Data for review ::
_____

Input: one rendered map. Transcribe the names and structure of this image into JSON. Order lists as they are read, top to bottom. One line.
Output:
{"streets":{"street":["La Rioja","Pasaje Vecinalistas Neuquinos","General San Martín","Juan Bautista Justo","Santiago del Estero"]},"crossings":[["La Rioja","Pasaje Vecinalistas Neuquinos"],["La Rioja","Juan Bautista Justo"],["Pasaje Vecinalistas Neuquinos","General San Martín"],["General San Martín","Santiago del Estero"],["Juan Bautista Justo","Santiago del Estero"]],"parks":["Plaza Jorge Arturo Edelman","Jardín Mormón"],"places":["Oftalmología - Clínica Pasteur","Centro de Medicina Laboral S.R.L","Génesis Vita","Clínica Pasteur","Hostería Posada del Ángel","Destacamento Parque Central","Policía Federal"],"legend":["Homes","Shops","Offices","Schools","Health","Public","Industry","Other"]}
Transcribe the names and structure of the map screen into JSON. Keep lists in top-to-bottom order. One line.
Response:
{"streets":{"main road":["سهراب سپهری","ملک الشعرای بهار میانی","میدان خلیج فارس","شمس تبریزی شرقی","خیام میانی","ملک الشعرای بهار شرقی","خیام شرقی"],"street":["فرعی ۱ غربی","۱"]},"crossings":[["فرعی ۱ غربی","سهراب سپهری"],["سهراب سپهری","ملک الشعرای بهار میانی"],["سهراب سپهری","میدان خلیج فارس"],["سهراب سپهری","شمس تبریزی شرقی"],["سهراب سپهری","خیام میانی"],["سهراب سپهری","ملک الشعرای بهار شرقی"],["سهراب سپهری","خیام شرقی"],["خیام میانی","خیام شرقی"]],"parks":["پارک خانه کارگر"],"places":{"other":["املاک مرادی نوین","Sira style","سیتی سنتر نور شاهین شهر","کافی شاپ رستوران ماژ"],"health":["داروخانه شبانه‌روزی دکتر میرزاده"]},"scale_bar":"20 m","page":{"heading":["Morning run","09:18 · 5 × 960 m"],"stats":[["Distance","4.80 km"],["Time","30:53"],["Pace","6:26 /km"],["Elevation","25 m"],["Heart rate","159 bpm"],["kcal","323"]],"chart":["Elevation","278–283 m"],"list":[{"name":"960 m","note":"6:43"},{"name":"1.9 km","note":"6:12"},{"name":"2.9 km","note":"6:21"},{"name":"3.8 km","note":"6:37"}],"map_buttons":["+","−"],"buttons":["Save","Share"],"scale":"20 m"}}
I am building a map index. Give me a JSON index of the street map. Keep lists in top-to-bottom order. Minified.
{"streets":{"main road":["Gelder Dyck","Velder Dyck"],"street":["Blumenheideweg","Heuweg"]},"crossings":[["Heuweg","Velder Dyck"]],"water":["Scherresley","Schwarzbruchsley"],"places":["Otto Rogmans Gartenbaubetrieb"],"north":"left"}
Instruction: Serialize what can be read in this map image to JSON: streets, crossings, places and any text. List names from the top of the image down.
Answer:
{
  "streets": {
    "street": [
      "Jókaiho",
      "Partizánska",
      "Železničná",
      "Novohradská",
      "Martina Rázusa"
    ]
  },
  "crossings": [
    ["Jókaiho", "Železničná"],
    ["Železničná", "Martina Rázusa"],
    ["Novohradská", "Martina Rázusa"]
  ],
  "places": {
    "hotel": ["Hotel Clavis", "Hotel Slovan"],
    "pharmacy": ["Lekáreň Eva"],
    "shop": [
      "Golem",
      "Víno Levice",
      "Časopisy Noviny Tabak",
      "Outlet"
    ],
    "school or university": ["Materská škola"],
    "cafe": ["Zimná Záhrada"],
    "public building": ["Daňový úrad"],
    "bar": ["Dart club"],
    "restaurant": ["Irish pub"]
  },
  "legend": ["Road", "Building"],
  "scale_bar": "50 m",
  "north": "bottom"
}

_____

Among the records above, repeat exactly the line with "I am building", the line with "Instruction: Serialize what", and every line in between, and only those.

Task solution ::
I am building a map index. Give me a JSON index of the street map. Keep lists in top-to-bottom order. Minified.
{"streets":{"main road":["Gelder Dyck","Velder Dyck"],"street":["Blumenheideweg","Heuweg"]},"crossings":[["Heuweg","Velder Dyck"]],"water":["Scherresley","Schwarzbruchsley"],"places":["Otto Rogmans Gartenbaubetrieb"],"north":"left"}
Instruction: Serialize what can be read in this map image to JSON: streets, crossings, places and any text. List names from the top of the image down.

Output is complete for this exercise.